The interactive component requires a little more
work but we can think about it in two different
ways.
We want a choice menu for the selection of the statistic, and
similarly for the choice of population distribution from a fixed
set. (We may want to allow a free form R expression, but we'll return
to that later.)
We might have a text field to
specify the sample size, or more interestingly a spin box which would
constrain the content.
And we want to display the density of the population and
also the sampled values as R plots.
We could put these in two plots in the same R graphics device
using
par(mfrow = c(1, 2)), for example.
Alternatively, we could put them in separate,
independent graphics devices.
And, regardless of which approach, the device(s) needs to be inside
the HTML window as part of the display and not a stand-alone window.
If we don't get too ambitious with the controls (e.g. using a spin
box), we can use a simple HTML form to provide the choice menus via
the SELECT & OPTION elements. And we can use a TEXTAREA element
to allow the specification of the sample size. And we have a button
to perform the updates, although we may want the display to be updated
whenever any of the inputs change.
The graphics devices are a little trickier because clearly there is no
HTML tag for an R graphics device. So we have to add our own
mechanism for embedding an R graphics device within an HTML window.

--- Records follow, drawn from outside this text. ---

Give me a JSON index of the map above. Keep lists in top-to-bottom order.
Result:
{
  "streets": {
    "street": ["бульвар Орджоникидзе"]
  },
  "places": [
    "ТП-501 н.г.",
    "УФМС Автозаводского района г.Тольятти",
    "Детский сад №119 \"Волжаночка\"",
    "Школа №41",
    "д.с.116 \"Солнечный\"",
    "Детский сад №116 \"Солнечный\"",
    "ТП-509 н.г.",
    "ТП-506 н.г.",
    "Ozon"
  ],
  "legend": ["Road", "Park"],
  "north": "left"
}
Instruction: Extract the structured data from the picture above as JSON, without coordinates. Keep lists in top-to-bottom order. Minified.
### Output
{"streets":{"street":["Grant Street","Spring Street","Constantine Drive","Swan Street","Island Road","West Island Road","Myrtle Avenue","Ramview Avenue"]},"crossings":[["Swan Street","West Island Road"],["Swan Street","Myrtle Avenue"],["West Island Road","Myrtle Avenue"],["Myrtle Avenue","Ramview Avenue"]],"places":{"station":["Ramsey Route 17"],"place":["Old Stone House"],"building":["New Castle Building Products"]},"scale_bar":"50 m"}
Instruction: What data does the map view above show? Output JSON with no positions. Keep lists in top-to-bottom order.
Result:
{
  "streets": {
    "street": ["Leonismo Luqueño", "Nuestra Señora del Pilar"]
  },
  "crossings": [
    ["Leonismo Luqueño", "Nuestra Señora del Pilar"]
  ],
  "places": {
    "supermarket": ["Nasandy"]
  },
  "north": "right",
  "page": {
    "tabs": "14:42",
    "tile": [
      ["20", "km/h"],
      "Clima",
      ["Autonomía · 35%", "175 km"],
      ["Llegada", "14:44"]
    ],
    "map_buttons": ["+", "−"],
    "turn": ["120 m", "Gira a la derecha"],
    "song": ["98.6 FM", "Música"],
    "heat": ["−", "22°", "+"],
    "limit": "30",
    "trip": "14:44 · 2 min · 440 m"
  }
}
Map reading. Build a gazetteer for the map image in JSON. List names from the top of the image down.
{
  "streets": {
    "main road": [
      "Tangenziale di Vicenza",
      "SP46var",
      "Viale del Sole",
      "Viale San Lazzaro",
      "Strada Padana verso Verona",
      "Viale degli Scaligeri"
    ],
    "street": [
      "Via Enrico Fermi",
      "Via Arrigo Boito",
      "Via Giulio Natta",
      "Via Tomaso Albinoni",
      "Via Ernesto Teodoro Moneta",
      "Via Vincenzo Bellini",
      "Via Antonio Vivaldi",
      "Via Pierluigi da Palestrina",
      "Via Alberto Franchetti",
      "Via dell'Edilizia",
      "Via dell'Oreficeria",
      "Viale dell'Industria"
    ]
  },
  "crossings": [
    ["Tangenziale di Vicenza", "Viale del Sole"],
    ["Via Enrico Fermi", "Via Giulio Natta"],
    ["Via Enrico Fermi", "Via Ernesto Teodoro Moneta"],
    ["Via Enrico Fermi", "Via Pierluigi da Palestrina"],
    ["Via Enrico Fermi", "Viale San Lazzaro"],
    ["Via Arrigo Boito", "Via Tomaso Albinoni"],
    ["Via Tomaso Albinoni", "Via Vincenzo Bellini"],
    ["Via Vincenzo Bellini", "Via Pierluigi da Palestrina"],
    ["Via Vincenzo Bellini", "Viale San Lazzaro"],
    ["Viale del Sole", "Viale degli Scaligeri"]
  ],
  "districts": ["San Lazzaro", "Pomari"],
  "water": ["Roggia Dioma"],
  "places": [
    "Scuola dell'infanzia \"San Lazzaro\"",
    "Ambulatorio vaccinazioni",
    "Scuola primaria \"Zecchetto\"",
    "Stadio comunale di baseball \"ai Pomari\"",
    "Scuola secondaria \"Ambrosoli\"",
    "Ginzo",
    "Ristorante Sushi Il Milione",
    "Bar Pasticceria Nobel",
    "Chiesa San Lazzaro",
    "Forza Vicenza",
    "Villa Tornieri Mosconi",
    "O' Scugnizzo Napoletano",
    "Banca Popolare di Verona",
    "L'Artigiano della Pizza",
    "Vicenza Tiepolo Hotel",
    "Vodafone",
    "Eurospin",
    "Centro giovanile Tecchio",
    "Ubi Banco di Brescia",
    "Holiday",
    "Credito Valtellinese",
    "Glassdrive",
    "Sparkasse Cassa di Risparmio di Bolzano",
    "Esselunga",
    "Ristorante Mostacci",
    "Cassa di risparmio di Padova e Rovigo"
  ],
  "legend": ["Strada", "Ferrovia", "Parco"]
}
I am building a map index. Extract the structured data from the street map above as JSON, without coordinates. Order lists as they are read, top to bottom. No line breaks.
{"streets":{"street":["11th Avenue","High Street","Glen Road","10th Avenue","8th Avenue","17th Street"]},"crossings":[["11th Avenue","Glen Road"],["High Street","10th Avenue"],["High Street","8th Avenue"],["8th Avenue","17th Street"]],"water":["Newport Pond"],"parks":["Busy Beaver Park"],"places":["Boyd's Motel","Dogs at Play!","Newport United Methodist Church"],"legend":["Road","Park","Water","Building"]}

How do we do this? There are two approaches. One is to introduce or
make up our own HTML tag such as <Rdevice> to identify an
embedded R graphics device.
Unfortunately, if we present this document to another
HTML viewer, e.g. a Web browser, it will not understand
this tag and so not process it correctly.
A more general approach is to use the more generic <OBJECT> tag
that HTML provides. This says that the content is creating an
embedded object within the document and that the details of how to
handle are left to the application and are based on the attributes and
content of the HTML element. We specify the type of embedded object
via the type attribute which specifies the MIME type of the target
application. Well, of course, we don't have an official MIME type for
an R graphics device, so we make one up and try to ensure that it
doesn't conflict with an actual, official MIME type. So, following
the guidelines for this, we use a MIME type value with a prefix of
"app/x", e.g. "app/x-R-device".
We can specify the dimensions for the device in either approach using
attributes. And we can specify code to crete the initial contents or
do any other R calculations within a child of either the Rdevice or
OBJECT tag. So either approach works just fine. We might prefer one
over the other based on whether we think the document will be viewed
only in R (use Rdevice) or more generally in other browsers (use
OBJECT). But the OBJECT approach will work for either and so may be
prefferable, but it is a marginal decision.
Suppose we want to use the
<Rdevice> approach.
In our document, we might have
<Rdevice name="population" width="300" height="300">
curve(rnorm(x, 0, 1), -3, 3, col = "red")
</Rdevice>
This says to create an R graphics device embedded within
the document at this location within the document
and that it should be 300 x 300 pixels in dimension.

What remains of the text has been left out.